- Theatrical release poster
- Directed by: Gerd Oswald
- Screenplay by: Robert Blees
- Based on: The Screaming Mimi 1949 novel by Fredric Brown
- Produced by: Harry Joe Brown Robert Fellows
- Starring: Anita Ekberg Philip Carey Gypsy Rose Lee
- Cinematography: Burnett Guffey
- Edited by: Gene Havlick Jerome Thoms
- Music by: Mischa Bakaleinikoff (uncredited)
- Production company: Sage Productions
- Distributed by: Columbia Pictures
- Release date: June 25, 1958;
- Running time: 78 minutes
- Country: United States
- Language: English

= Screaming Mimi (film) =

1958 film by Gerd Oswald

Screaming Mimi is a 1958 American film noir directed by Gerd Oswald and starring Anita Ekberg, Philip Carey and Gypsy Rose Lee. The story originated as a 1949 novel of the same name by Fredric Brown.

==Plot==
In Northern California, while Virginia Wilson is taking an outside beach shower, an escaped madman from a sanitarium arrives. He stabs her dog, attacks her and is shot to death by her stepbrother, Charlie, with a rifle.

After the attack, Virginia is committed to a sanitarium. The psychiatrist falls in love with her.

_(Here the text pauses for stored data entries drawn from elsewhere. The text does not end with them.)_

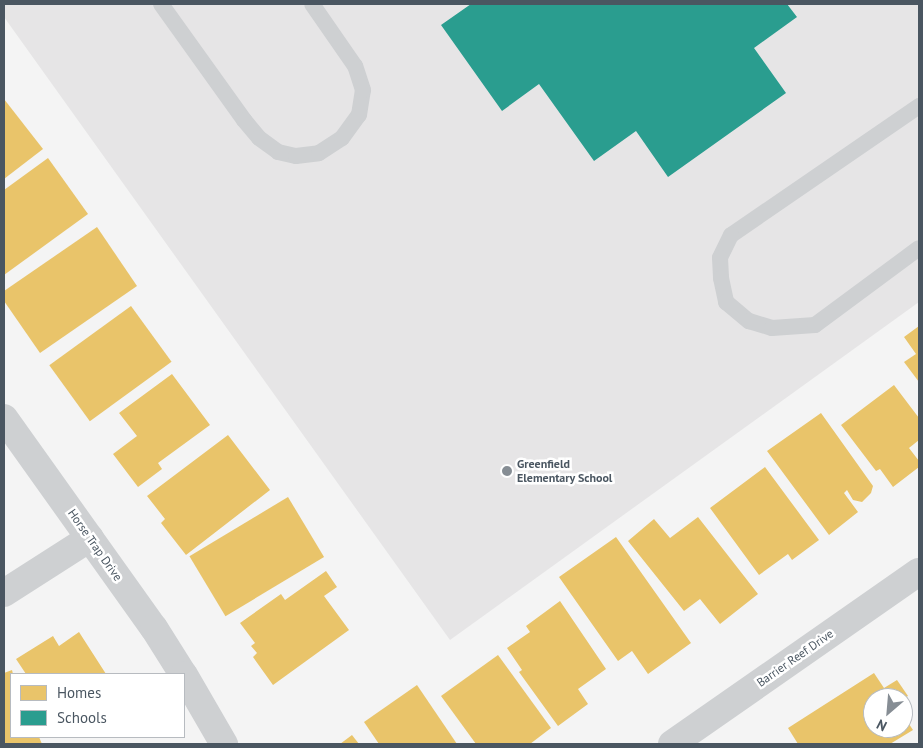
<!DOCTYPE html>
<style>
body{margin:0}
#map{position:relative;width:923px;height:748px;overflow:hidden;background:#f4f4f4;font-family:"PT Sans",sans-serif}
div>[style]{position:absolute}
[style*='--x']{left:calc(var(--x)*1px);top:calc(var(--y)*1px);width:calc(var(--w)*1px);rotate:calc(var(--a)*1deg)}
.education>*{inset:0;background:#e6e5e6}
.homes>*{inset:0;background:#e9c46a;transform-origin:0 0}
.schools>*{inset:0;background:#2a9d8f}
.service>*{height:16px;margin:-8px;padding:0 8px;transform-origin:8px;border-radius:8px;background:#ced0d2}
.minor>*{height:28px;margin:-14px;padding:0 14px;transform-origin:14px;border-radius:14px;background:#ced0d2}
.dots>*{width:14px;height:14px;translate:-50% -50%;box-sizing:border-box;border:2px solid #fff;border-radius:50%}
span{translate:-50% -50%;white-space:nowrap;text-align:center;line-height:1.15;-webkit-text-stroke:5px #fff;paint-order:stroke}
.poi-label{font-size:12px;color:#4a5661;font-weight:700}
.left{translate:0 -50%;text-align:left}
.street-label{font-size:12px;color:#4a5661}
.frame{position:absolute;inset:0;border:5px solid #4a5661;pointer-events:none}
.legend{position:absolute;left:10px;top:673px;width:175px;height:65px;box-sizing:border-box;background:#fff;border:1px solid #b7bbc0;margin:0;padding:6px 9px;list-style:none;font-size:15px;color:#4a5661}
.legend li{display:flex;align-items:center;gap:10px;height:25px}
.legend b{width:25px;border:1px solid #b7bbc0}
.north{position:absolute;left:863px;top:688px;width:50px;height:50px;box-sizing:border-box;background:#fff;border:1px solid #b7bbc0;border-radius:50%;rotate:207deg;font-size:14px;font-weight:700;line-height:20px;text-align:center;color:#4a5661}
.north::after{content:'';display:block;margin:auto;width:18px;height:22px;background:#868d94;clip-path:polygon(50% 0,100% 100%,50% 72%,0 100%)}
</style>
<div id="map">
<div class="education">
<i style="clip-path:polygon(4px 4px,919px 4px,919px 302px,450px 640px,4px 17px)"></i>
</div>
<div class="homes">
<i style="clip-path:polygon(4px 99px,43px 149px,4px 179px)"></i>
<i style="clip-path:polygon(48px 158px,88px 214px,4px 275px,4px 190px)"></i>
<i style="clip-path:polygon(97px 227px,137px 286px,40px 353px,4px 301px,4px 291px)"></i>
<i style="left:131px;top:306px;width:69px;height:101px;rotate:54deg"></i>
<i style="clip-path:polygon(919px 326px,919px 382px,904px 362px,916px 354px,904px 337px)"></i>
<i style="clip-path:polygon(172px 374px,210px 425px,158px 463px,162px 469px,138px 487px,113px 454px,137px 436px,119px 413px)"></i>
<i style="clip-path:polygon(894px 385px,919px 418px,919px 440px,909px 448px,919px 461px,919px 467px,893px 487px,880px 469px,876px 471px,841px 425px)"></i>
<i style="clip-path:polygon(821px 413px,873px 486px,871px 493px,862px 502px,853px 500px,847px 490px,844px 493px,858px 512px,829px 535px,767px 451px)"></i>
<i style="clip-path:polygon(228px 435px,270px 490px,186px 555px,161px 523px,165px 519px,147px 496px)"></i>
<i style="clip-path:polygon(765px 467px,819px 540px,792px 560px,788px 554px,759px 575px,710px 508px)"></i>
<i style="left:288px;top:497px;width:70px;height:115px;rotate:59deg"></i>
<i style="clip-path:polygon(698px 517px,758px 594px,720px 624px,700px 599px,684px 611px,628px 541px,654px 519px,670px 538px)"></i>
<i style="clip-path:polygon(616px 537px,691px 643px,648px 674px,632px 651px,618px 661px,559px 577px)"></i>
<i style="clip-path:polygon(326px 571px,337px 587px,324px 596px,349px 630px,273px 685px,253px 657px,257px 653px,251px 646px,255px 643px,240px 623px,281px 594px,285px 600px)"></i>
<i style="clip-path:polygon(560px 601px,606px 669px,578px 689px,588px 704px,558px 726px,519px 672px,522px 670px,507px 648px,530px 632px,526px 626px)"></i>
<i style="clip-path:polygon(79px 632px,106px 674px,26px 674px,16px 659px,53px 636px,59px 646px)"></i>
<i style="clip-path:polygon(498px 655px,551px 728px,530px 744px,476px 744px,441px 696px)"></i>
<i style="clip-path:polygon(12px 670px,13px 674px,11px 674px,11px 737px,39px 737px,42px 744px,4px 744px,4px 673px)"></i>
<i style="clip-path:polygon(874px 673px,884px 688px,897px 680px,908px 696px,903px 699px,873px 698px,873px 728px,903px 728px,903px 715px,913px 730px,890px 744px,798px 744px,788px 728px)"></i>
<i style="clip-path:polygon(417px 685px,457px 744px,379px 744px,364px 722px)"></i>
<i style="clip-path:polygon(352px 735px,359px 744px,340px 744px)"></i>
</div>
<div class="schools">
<i style="clip-path:polygon(471px 4px,787px 4px,797px 17px,754px 48px,786px 93px,668px 177px,636px 131px,594px 161px,539px 84px,502px 111px,441px 25px)"></i>
</div>
<div class="service">
<i style="--x:161;--y:4;--w:143;--a:54.4"></i>
<i style="--x:244;--y:120;--w:23;--a:50"></i>
<i style="--x:259;--y:138;--w:24;--a:36"></i>
<i style="--x:278;--y:152;--w:18;--a:13"></i>
<i style="--x:296;--y:156;--w:23;--a:-7"></i>
<i style="--x:319;--y:153;--w:27;--a:-33"></i>
<i style="--x:342;--y:138;--w:29;--a:-54"></i>
<i style="--x:359;--y:115;--w:25;--a:-81"></i>
<i style="--x:363;--y:90;--w:25;--a:-108"></i>
<i style="--x:355;--y:66;--w:75;--a:-124.7"></i>
<i style="--x:919;--y:106;--w:228;--a:145.5"></i>
<i style="--x:731;--y:235;--w:25;--a:116"></i>
<i style="--x:720;--y:258;--w:20;--a:87"></i>
<i style="--x:721;--y:278;--w:25;--a:78"></i>
<i style="--x:726;--y:302;--w:30;--a:40"></i>
<i style="--x:749;--y:321;--w:24;--a:17"></i>
<i style="--x:772;--y:328;--w:43;--a:-4"></i>
<i style="--x:815;--y:325;--w:129;--a:-36.5"></i>
</div>
<div class="minor">
<i style="--x:4;--y:418;--w:258;--a:54.5"></i>
<i style="--x:154;--y:628;--w:54;--a:57.8"></i>
<i style="--x:4;--y:593;--w:102;--a:-32.6"></i>
<i style="--x:184;--y:675;--w:80;--a:59.9"></i>
<i style="--x:672;--y:744;--w:301;--a:-34.9"></i>
</div>
<div class="dots">
<i style="left:507px;top:471px;background:#868d94"></i>
</div>
<div class="poi-label">
<span class="left" style="left:517px;top:471px">Greenfield<br>Elementary School</span>
</div>
<div class="street-label">
<span style="left:95px;top:545px;rotate:55deg">Horse Trap Drive</span>
<span style="left:795px;top:658px;rotate:-35deg">Barrier Reef Drive</span>
</div>
<div class="frame"></div>
<ul class="legend">
<li><b style="height:14px;background:#e9c46a"></b>Homes</li>
<li><b style="height:14px;background:#2a9d8f"></b>Schools</li>
</ul>
<div class="north">N</div>
</div>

He fakes her death, and they go on the lam. Virginia ends up dancing at El Madhouse night club run by Joann 'Gypsy' Mapes (real life burlesque dancer Gypsy Rose Lee). Lee performs "Put the Blame on Mame," the classic noir theme from the 1946 film Gilda.

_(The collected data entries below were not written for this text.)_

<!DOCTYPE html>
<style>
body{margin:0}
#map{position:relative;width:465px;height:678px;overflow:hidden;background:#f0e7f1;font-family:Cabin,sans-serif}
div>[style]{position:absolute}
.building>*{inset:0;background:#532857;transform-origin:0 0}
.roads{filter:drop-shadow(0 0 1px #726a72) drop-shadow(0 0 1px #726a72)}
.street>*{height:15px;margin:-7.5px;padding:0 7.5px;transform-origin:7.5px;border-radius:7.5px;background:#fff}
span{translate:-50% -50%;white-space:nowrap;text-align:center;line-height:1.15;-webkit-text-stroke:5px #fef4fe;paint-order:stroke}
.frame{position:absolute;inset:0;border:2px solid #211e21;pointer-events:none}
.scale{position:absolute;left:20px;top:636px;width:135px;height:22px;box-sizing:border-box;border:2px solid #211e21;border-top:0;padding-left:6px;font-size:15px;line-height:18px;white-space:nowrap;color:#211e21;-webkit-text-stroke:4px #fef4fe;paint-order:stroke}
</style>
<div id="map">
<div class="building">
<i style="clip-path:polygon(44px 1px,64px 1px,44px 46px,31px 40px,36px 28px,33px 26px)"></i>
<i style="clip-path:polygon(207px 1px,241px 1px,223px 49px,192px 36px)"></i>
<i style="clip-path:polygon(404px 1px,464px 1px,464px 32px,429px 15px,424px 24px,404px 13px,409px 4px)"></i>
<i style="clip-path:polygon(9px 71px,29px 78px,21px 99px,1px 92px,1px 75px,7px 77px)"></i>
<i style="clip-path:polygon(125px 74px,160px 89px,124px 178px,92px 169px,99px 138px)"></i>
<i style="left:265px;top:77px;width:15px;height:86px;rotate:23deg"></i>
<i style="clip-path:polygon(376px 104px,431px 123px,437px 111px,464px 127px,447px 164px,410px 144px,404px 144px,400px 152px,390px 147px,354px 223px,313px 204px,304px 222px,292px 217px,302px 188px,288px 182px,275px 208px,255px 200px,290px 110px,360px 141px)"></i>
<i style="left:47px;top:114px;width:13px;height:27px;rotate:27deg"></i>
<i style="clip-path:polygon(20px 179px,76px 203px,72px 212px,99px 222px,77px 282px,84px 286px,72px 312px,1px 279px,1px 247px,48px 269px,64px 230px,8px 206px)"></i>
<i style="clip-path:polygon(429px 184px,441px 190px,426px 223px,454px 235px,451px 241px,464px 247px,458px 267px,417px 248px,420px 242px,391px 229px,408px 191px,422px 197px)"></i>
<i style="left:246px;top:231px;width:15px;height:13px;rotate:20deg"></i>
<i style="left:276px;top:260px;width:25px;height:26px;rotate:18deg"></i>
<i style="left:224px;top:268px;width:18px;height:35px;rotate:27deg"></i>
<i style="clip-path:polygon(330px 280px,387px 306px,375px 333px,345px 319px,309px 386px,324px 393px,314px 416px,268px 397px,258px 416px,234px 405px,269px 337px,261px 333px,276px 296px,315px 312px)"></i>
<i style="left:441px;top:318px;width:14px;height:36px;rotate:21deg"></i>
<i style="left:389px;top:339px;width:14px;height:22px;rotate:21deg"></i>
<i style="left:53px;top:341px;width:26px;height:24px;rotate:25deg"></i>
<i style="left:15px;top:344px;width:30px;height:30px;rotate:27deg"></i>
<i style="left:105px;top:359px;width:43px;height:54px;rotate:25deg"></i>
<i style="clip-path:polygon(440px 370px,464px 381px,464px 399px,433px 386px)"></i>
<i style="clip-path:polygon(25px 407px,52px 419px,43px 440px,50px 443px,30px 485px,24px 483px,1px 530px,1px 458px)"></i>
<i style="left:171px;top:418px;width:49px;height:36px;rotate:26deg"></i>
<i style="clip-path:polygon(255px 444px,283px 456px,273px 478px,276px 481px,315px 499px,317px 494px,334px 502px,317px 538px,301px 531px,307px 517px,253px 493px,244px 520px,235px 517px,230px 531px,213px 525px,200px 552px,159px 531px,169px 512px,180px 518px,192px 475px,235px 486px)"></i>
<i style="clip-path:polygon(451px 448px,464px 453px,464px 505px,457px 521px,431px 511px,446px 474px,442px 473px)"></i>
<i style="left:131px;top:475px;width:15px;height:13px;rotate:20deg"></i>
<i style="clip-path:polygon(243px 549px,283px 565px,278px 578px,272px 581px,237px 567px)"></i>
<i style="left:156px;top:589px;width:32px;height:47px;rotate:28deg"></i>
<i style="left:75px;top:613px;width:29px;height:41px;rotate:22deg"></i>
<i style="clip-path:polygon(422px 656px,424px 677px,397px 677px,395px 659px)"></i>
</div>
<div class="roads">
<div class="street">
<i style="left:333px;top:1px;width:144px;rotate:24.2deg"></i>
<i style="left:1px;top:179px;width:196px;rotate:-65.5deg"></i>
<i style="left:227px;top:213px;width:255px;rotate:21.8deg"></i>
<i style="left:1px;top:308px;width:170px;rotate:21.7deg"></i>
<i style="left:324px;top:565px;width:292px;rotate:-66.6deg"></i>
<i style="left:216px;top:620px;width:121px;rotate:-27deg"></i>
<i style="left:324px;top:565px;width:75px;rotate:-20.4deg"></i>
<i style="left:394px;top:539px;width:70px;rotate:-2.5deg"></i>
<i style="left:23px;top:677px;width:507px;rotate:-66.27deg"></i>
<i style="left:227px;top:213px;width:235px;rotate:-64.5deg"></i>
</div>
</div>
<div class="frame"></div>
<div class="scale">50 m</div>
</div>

All the while, Virginia is being stalked by a serial killer.

==Cast==
- Anita Ekberg as Virginia Wilson / Yolanda Lange
- Philip Carey as Bill Sweeney
- Gypsy Rose Lee as Joann 'Gypsy' Mapes
- Harry Townes as Dr. Greenwood / Bill Green
- Linda Cherney as Ketti
- Romney Brent as Charlie Weston
- Red Norvo as Red Yost (as The Red Norvo Trio)
- Frank J. Scannell as Paul the Bartender
- Vaughn Taylor as Raoul the Art Dealer (uncredited)

==Reception==
Richard W. Nason, film critic for The New York Times, wrote, "It is an effective film of its kind, thanks to some reflective dialogue by Robert Blees and a sense of suspense on the part of Gerd Oswald, the director. Anita Ekberg, who does more acting here than before, is the star. Gypsy Rose Lee and Phil Carey are also on the ball."

Film critic Dennis Schwartz gave the film a C, describing the direction as lackluster and the story as so nonsensical that it entirely cripples the film. He summarized it as "a delusional film that seems fit for fetishists, voyeurs, those seeking a lurid oddball film with innovative noirish B/W photography by the great Burnett Guffey and, is especially suited, for lovers of bad-movies."